Exercise input –
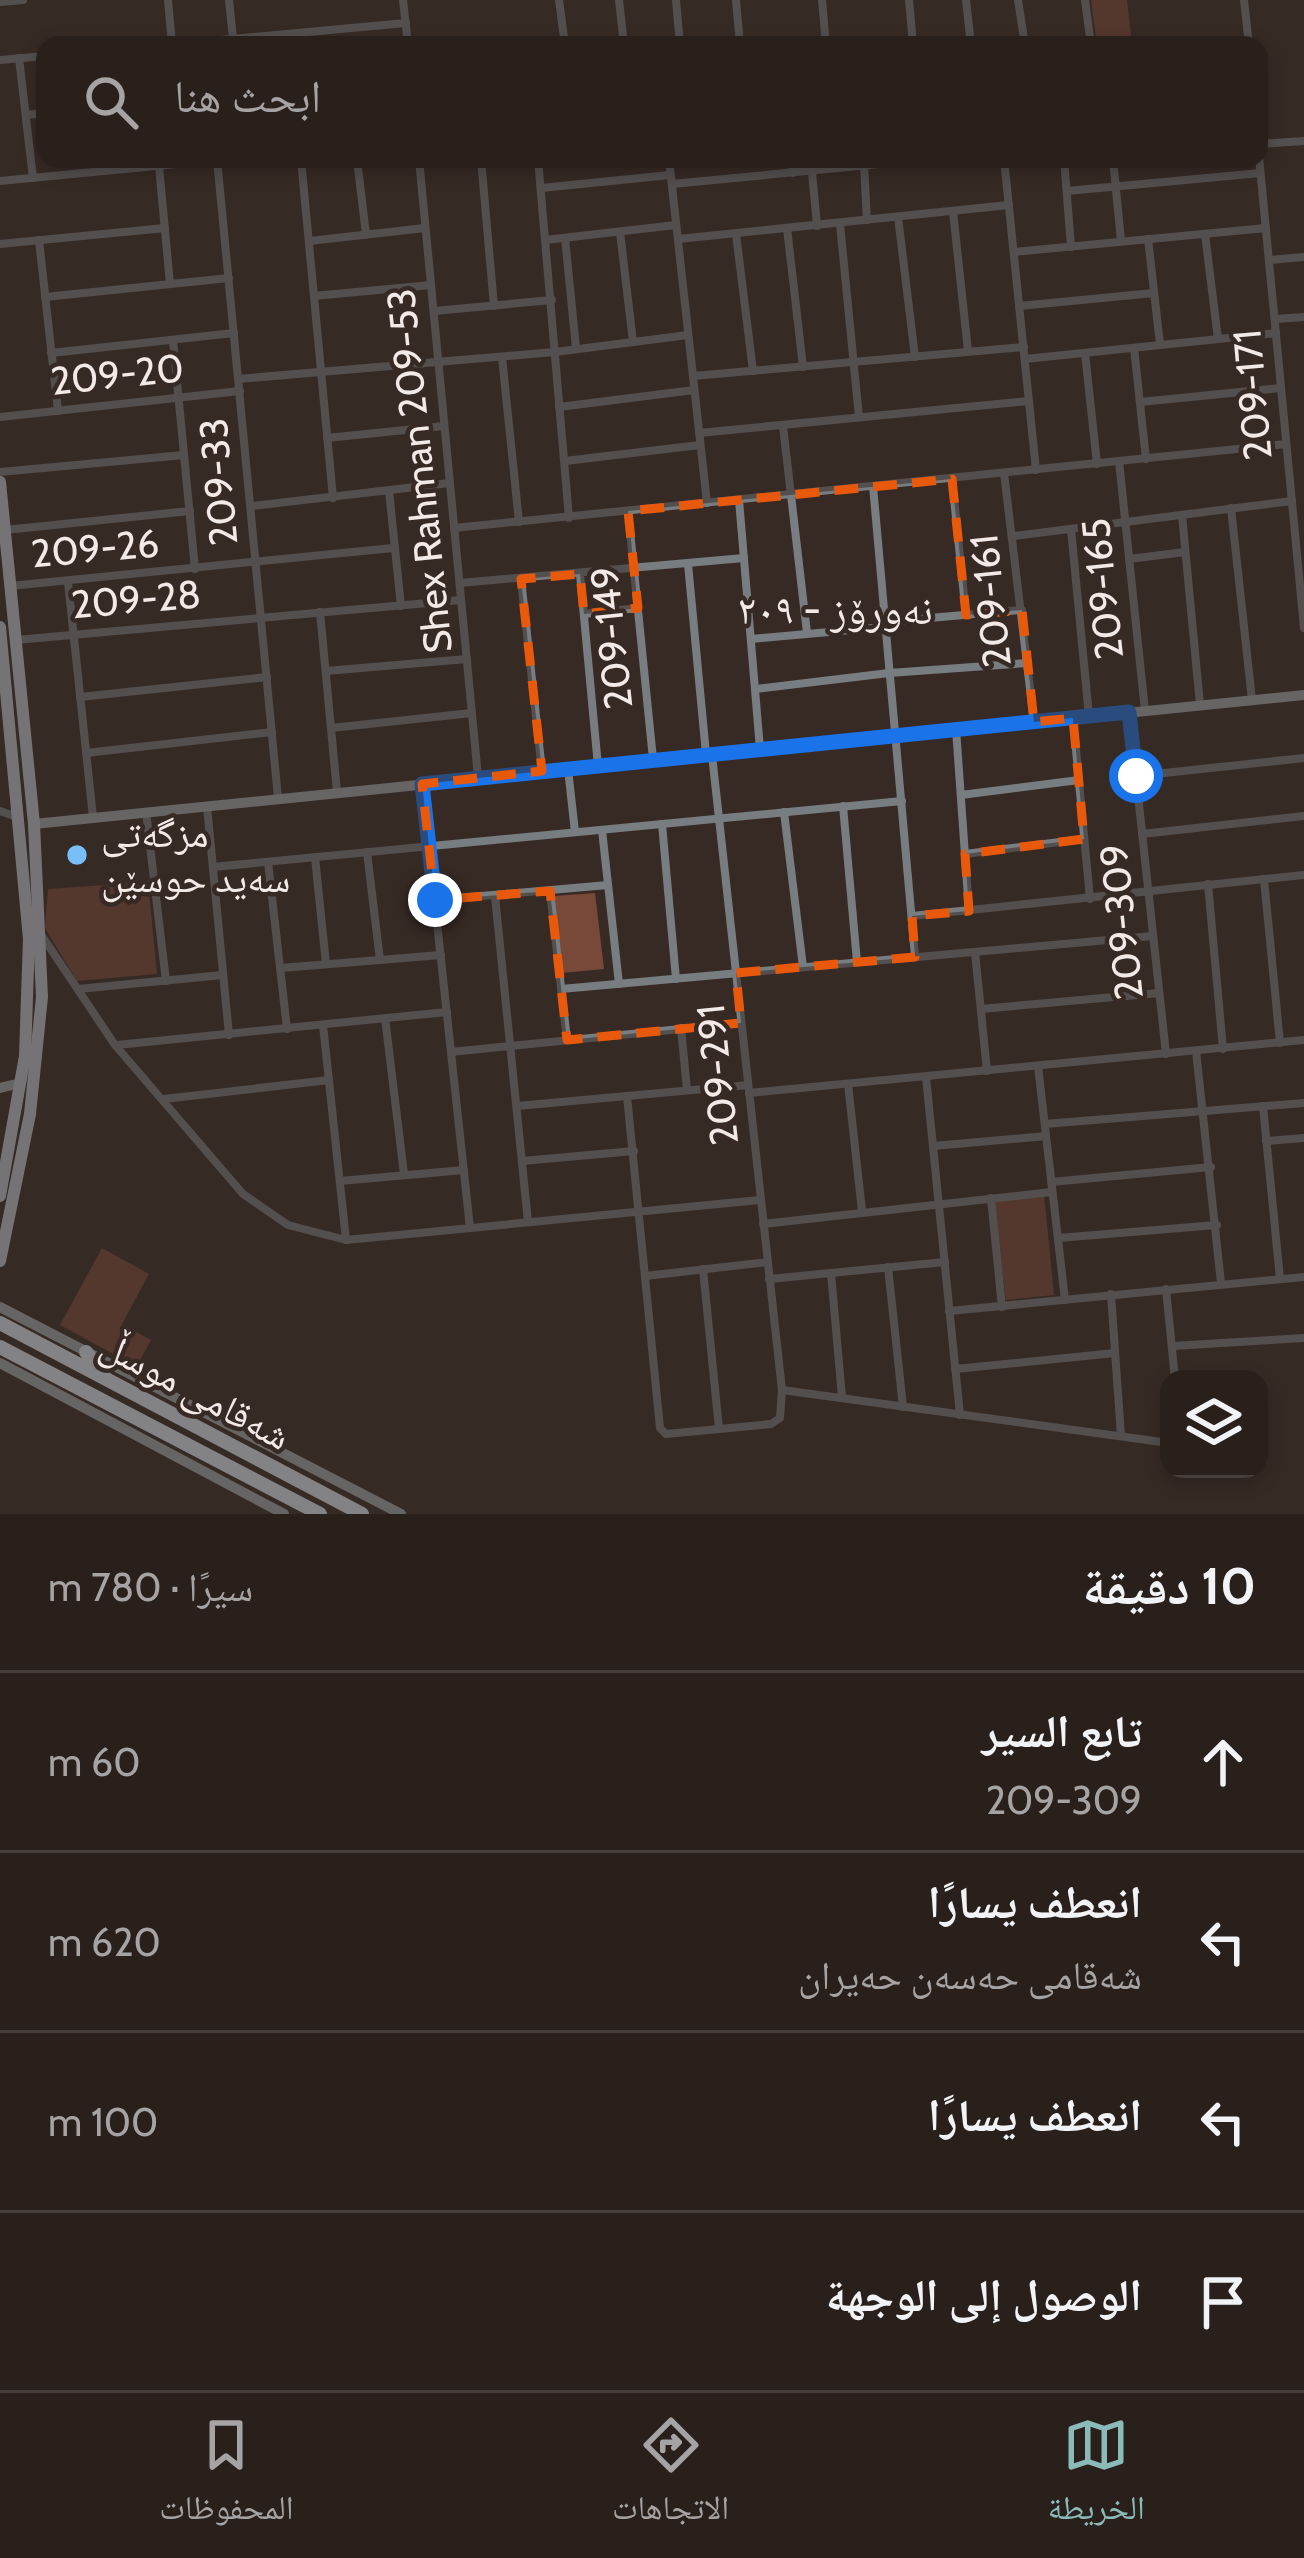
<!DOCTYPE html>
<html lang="ar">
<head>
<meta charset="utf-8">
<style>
  :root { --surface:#29201c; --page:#312825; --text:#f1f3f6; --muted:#a5a3a3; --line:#453e3b; --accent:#8bbbb9 }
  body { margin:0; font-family:Cabin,"Noto Naskh Arabic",sans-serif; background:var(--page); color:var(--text); direction:rtl }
  .controls { position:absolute; right:36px; bottom:36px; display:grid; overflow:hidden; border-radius:24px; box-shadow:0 6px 18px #0003 }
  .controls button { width:108px; height:108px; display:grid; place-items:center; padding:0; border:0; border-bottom:3px solid var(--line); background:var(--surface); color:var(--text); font:60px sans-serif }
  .stop { position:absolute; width:36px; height:36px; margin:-27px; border:9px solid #1a73e8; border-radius:50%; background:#fff }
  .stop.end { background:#1a73e8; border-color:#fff; box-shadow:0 3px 12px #0008 }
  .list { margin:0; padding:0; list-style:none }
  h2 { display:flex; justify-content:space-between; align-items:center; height:156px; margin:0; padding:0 48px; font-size:51px }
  h2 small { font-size:39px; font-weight:400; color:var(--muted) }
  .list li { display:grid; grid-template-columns:78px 1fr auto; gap:36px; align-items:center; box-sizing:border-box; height:180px; padding:0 48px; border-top:3px solid var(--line) }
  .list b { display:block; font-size:45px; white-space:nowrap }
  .list p { margin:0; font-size:39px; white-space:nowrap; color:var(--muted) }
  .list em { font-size:39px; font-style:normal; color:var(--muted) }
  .icon { flex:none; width:66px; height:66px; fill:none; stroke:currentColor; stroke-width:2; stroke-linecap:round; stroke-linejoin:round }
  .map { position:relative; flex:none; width:1304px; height:1514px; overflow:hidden; direction:ltr }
  .search { position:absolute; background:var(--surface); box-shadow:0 6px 18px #0003; left:36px; right:36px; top:36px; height:132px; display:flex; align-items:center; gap:30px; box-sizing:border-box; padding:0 42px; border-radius:24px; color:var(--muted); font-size:45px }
  .sheet { height:876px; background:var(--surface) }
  nav { display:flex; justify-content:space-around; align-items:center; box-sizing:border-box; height:168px; border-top:3px solid var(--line); background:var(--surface); font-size:33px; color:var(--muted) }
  nav a { display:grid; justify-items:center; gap:6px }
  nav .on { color:var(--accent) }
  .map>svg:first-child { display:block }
  .green { fill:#784838 }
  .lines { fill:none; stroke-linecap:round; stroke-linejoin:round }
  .street { stroke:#777d81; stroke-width:8 }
  .secondary { stroke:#a2aab1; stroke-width:10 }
  .primary { stroke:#c2cdd7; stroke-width:12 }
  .highway { stroke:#dfedf8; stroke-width:14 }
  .route { stroke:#1a73e8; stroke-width:15 }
  .marked { fill:none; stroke:#e8590c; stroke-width:9; stroke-dasharray:24 15; stroke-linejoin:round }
  .poi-dot { fill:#78bff7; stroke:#372a25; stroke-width:4.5 }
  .labels { text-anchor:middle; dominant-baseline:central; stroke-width:9; stroke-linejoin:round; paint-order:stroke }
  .street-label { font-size:39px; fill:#f3eae7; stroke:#372a25 }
  .poi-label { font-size:39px; fill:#f3eae7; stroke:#372a25; text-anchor:start }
  .neighbourhood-label { font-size:42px; fill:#f3eae7; stroke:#372a25 }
</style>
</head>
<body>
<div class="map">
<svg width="1304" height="1514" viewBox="0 0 1304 1514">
  <rect width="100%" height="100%" fill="#372a25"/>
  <!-- green -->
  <g class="green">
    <path d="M 1091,0 L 1127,0 L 1132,45 L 1097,45 Z"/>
    <path d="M 148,882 L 157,974 L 77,981 L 45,928 L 48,889 Z"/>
    <path d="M 595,893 L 604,969 L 561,973 L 554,896 Z"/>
    <path d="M 1044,1194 L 1054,1295 L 1006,1300 L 993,1200 Z"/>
    <path d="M 102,1248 L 149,1274 L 122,1324 L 151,1340 L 138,1364 L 130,1363 L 60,1325 Z"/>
  </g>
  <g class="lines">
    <!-- street -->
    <g class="street">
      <path d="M 168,0 L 172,44"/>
      <path d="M 229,0 L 233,39"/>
      <path d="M 403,0 L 408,45"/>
      <path d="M 559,0 L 565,45"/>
      <path d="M 619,0 L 624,45"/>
      <path d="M 676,0 L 680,45"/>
      <path d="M 736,0 L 740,45"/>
      <path d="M 822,0 L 826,45"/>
      <path d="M 909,0 L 913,45"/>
      <path d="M 966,0 L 971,45"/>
      <path d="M 1018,0 L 1025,45"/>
      <path d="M 1085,0 L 1091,45"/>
      <path d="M 1244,0 L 1249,45"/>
      <path d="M 0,2 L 23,0"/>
      <path d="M 166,45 L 406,23"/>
      <path d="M 19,58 L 33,178"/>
      <path d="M 0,60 L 45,56"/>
      <path d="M 26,115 L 45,113"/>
      <path d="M 1259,144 L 1304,141"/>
      <path d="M 1259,157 L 1304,628"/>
      <path d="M 217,159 L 278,798"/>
      <path d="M 301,159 L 333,498"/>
      <path d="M 357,159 L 366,235"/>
      <path d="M 419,159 L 478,777"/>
      <path d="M 481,159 L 494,306"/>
      <path d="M 538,159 L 569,518"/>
      <path d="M 669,159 L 707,503"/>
      <path d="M 792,159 L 793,173"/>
      <path d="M 1004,159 L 1036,470"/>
      <path d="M 1064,159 L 1071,247"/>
      <path d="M 1113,159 L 1121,241"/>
      <path d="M 864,165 L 867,220"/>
      <path d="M 159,166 L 170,284"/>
      <path d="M 812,172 L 817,226"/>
      <path d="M 0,181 L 218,160"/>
      <path d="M 672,184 L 932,159"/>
      <path d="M 541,188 L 670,175"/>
      <path d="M 1067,191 L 1260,173"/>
      <path d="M 953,211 L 968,351"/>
      <path d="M 898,217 L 915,357"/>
      <path d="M 840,224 L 859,417"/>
      <path d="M 787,228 L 803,367"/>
      <path d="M 620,232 L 633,342"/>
      <path d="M 736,234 L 753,371"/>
      <path d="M 1205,234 L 1218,339"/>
      <path d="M 565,238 L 576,348"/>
      <path d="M 678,239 L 1009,205"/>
      <path d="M 1148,239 L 1160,344"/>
      <path d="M 39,240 L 58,411"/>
      <path d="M 545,240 L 676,225"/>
      <path d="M 309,241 L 425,228"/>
      <path d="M 0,244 L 165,228"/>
      <path d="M 1014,252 L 1266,228"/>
      <path d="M 1269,260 L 1304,257"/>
      <path d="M 314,296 L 431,285"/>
      <path d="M 45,297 L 229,278"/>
      <path d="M 1019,306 L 1154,293"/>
      <path d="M 434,311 L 552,300"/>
      <path d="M 1275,319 L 1304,317"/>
      <path d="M 173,340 L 195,569"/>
      <path d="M 1134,348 L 1146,459"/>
      <path d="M 51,353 L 234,333"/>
      <path d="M 1085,353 L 1097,464"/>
      <path d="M 502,357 L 519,522"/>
      <path d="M 1025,359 L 1276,333"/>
      <path d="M 693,376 L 1024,347"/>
      <path d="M 238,379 L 555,352 L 688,335"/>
      <path d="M 1140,402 L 1281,388"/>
      <path d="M 559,407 L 694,390"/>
      <path d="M 0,417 L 240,391"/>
      <path d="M 783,426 L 807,633"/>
      <path d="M 699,433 L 1029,401"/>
      <path d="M 327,438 L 444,426"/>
      <path d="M 565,461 L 700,445"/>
      <path d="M 1119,461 L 1145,711"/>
      <path d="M 0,472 L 184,455"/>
      <path d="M 1004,473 L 1034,722"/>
      <path d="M 952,479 L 966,615"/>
      <path d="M 873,486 L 915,956"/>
      <path d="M 389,491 L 401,606"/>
      <path d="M 739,500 L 760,749"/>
      <path d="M 251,506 L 450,483"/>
      <path d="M 1231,508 L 1252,700"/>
      <path d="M 628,511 L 653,759"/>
      <path d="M 1182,515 L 1200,705"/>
      <path d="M 454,528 L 1286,444"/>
      <path d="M 1071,529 L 1089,716"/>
      <path d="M 5,530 L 190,511"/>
      <path d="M 1014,536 L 1292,501"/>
      <path d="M 1129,559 L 1185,552"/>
      <path d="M 688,564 L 706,754"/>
      <path d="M 580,574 L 598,766"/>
      <path d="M 521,579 L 542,771"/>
      <path d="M 68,582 L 93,817"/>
      <path d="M 460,583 L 744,558"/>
      <path d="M 10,586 L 393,548"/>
      <path d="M 320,612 L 337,792"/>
      <path d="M 584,614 L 638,608"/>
      <path d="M 884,622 L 1022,610"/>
      <path d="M 751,639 L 885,627"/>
      <path d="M 16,640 L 461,600"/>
      <path d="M 326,671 L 467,659"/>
      <path d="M 755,689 L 889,673 L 1028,663"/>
      <path d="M 80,697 L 267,677"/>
      <path d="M 1129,712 L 1166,1054"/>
      <path d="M 1073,718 L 1090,899"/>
      <path d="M 331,728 L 472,713"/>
      <path d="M 956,729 L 969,911"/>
      <path d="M 86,753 L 272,732"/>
      <path d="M 568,769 L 575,832"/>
      <path d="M 1136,776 L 1304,758"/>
      <path d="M 422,784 L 470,1228"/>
      <path d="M 961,795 L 1079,780"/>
      <path d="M 207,806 L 229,1035"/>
      <path d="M 843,806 L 857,962"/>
      <path d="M 0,811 L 17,817"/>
      <path d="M 146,812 L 166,981"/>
      <path d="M 784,812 L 803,967"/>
      <path d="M 662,824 L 676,979"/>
      <path d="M 602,830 L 619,984"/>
      <path d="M 1142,834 L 1304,816"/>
      <path d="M 367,852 L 380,960"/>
      <path d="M 965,854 L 1084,839"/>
      <path d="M 315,857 L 326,964"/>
      <path d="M 268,862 L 287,1029"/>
      <path d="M 213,867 L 902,801"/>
      <path d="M 1264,879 L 1280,1043"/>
      <path d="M 1208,884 L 1223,1049"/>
      <path d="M 550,891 L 567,1040"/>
      <path d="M 495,896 L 528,1222"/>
      <path d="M 435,900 L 608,885"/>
      <path d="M 912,916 L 1304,875"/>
      <path d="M 40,933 L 115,1045 L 243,1194 L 288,1225 L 346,1240 L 760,1200"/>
      <path d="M 975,952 L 987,1071"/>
      <path d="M 281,968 L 441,955"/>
      <path d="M 78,989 L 223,975"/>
      <path d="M 561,989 L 1153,936"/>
      <path d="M 981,1009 L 1159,993"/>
      <path d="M 385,1018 L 404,1174"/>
      <path d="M 323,1025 L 346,1240"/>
      <path d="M 681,1028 L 687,1090"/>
      <path d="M 117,1045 L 447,1012"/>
      <path d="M 1196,1051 L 1221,1283"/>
      <path d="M 451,1052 L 741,1023"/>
      <path d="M 1038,1066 L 1065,1300"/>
      <path d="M 926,1077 L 960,1415"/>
      <path d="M 848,1084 L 862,1211"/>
      <path d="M 749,1093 L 1304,1040"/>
      <path d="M 627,1096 L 660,1428 L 666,1434 L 771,1424 L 780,1418 L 782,1390 L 712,755"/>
      <path d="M 164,1099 L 329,1080"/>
      <path d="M 517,1106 L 748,1085"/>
      <path d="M 1263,1106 L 1280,1279"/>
      <path d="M 1045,1124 L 1304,1103"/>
      <path d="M 1266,1141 L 1304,1138"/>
      <path d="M 933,1146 L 1046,1136"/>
      <path d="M 522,1161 L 634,1151"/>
      <path d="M 340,1181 L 464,1170"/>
      <path d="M 1051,1182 L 1211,1167"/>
      <path d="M 991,1198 L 1002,1307"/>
      <path d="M 763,1224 L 1052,1192"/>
      <path d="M 1058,1238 L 1217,1225"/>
      <path d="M 888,1267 L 903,1407"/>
      <path d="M 703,1269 L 719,1429"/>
      <path d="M 831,1273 L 842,1397"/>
      <path d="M 645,1276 L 768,1262"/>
      <path d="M 769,1279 L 945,1262"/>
      <path d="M 1166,1289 L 1175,1379"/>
      <path d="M 1111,1294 L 1121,1436"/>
      <path d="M 949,1311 L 1304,1277"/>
      <path d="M 1172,1346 L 1304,1338"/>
      <path d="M 955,1369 L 1115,1353"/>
      <path d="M 782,1390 L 1169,1443"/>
    </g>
    <!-- secondary -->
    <g class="secondary">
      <path d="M 34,824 L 1304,695"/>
      <path d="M 0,1088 L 21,1083"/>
      <path d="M 0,1307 L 401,1514"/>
      <path d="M 0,1363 L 284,1514"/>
    </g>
    <!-- primary -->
    <g class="primary">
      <path d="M 0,482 L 34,824 L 42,997 L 30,1114 L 0,1261"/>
      <path d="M 0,627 L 29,939 L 25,1056 L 0,1196"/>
    </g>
    <!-- highway -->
    <g class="highway">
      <path d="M 0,1323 L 362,1514"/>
      <path d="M 0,1347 L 320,1514"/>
      <path d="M 86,1352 L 104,1376"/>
    </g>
  </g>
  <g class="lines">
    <!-- route -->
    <path class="route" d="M 435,900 L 422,784 L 1129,712 L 1136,776"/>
  </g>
  <!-- marked area -->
  <path d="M0 0H1304V1514H0ZM 952,479 L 966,615 L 1022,610 L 1034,722 L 1073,718 L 1084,839 L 965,854 L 969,911 L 912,916 L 915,957 L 736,973 L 741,1023 L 567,1040 L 550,891 L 435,900 L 422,784 L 542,771 L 521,579 L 580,574 L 584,614 L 638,608 L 628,511 Z" fill="#372a25" fill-opacity=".55" fill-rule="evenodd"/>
  <path class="marked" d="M 952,479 L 966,615 L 1022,610 L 1034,722 L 1073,718 L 1084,839 L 965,854 L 969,911 L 912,916 L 915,957 L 736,973 L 741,1023 L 567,1040 L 550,891 L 435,900 L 422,784 L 542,771 L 521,579 L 580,574 L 584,614 L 638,608 L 628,511 Z"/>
  <!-- markers -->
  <circle class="poi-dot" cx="77" cy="855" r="12"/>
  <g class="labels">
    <!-- street labels -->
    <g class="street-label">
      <text transform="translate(117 374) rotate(-6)">209-20</text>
      <text transform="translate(1252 395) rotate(-95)">209-171</text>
      <text transform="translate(419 471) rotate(-96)">Shex Rahman 209-53</text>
      <text transform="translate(218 482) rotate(-95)">209-33</text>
      <text transform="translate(95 548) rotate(-5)">209-26</text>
      <text transform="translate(1102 589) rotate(-96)">209-165</text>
      <text transform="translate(136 599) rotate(-5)">209-28</text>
      <text transform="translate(990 601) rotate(-96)">209-161</text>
      <text transform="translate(611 638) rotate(-96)">209-149</text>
      <text transform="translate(1121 922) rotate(-96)">209-309</text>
      <text transform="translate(717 1075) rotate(-96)">209-291</text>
      <text transform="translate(196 1390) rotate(28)">شەقامی موسڵ</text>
    </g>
    <!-- poi labels -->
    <g class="poi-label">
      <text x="101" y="833">مزگەتی<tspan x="101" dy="45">سەید حوسێن</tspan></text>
    </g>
    <!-- neighbourhood labels -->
    <g class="neighbourhood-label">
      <text x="835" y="609">نەورۆز - ٢٠٩</text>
    </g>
  </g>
</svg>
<div class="controls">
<button><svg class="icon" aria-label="layers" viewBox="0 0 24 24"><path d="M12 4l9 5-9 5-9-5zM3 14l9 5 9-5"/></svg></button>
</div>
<div class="stop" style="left:1136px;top:776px"></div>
<div class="stop end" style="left:435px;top:900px"></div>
<div class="search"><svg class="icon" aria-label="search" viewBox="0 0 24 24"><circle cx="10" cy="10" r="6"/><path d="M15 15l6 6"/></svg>ابحث هنا</div>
</div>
<section class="sheet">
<h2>10 دقيقة<small>سيرًا · 780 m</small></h2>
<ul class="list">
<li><svg class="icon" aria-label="ahead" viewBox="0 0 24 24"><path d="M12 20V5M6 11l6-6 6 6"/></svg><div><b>تابع السير</b><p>209-309</p></div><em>60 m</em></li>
<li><svg class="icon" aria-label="left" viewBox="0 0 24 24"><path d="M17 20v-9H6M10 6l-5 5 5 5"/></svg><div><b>انعطف يسارًا</b><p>شەقامی حەسەن حەیران</p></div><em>620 m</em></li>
<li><svg class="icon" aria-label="left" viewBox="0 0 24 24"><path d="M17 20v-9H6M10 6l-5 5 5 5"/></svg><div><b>انعطف يسارًا</b></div><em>100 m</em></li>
<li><svg class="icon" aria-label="arrive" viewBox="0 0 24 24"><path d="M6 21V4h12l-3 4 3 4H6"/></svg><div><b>الوصول إلى الوجهة</b></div></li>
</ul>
</section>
<nav>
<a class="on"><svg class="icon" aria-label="map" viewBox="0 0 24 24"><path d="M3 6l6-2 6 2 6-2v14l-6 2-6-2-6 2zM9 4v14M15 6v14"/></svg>الخريطة</a>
<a><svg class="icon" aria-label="directions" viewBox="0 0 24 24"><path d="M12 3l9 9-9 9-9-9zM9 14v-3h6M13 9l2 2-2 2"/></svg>الاتجاهات</a>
<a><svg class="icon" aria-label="saved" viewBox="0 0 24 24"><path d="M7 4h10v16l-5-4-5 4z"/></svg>المحفوظات</a>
</nav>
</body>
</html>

Assignment – In the reply, give again exactly the lines from the beginning of the entries above through the line with "position:absolute; width:36px; height:36px;"; pictures stay out.

Reply to the task –
<!DOCTYPE html>
<html lang="ar">
<head>
<meta charset="utf-8">
<style>
  :root { --surface:#29201c; --page:#312825; --text:#f1f3f6; --muted:#a5a3a3; --line:#453e3b; --accent:#8bbbb9 }
  body { margin:0; font-family:Cabin,"Noto Naskh Arabic",sans-serif; background:var(--page); color:var(--text); direction:rtl }
  .controls { position:absolute; right:36px; bottom:36px; display:grid; overflow:hidden; border-radius:24px; box-shadow:0 6px 18px #0003 }
  .controls button { width:108px; height:108px; display:grid; place-items:center; padding:0; border:0; border-bottom:3px solid var(--line); background:var(--surface); color:var(--text); font:60px sans-serif }
  .stop { position:absolute; width:36px; height:36px; margin:-27px; border:9px solid #1a73e8; border-radius:50%; background:#fff }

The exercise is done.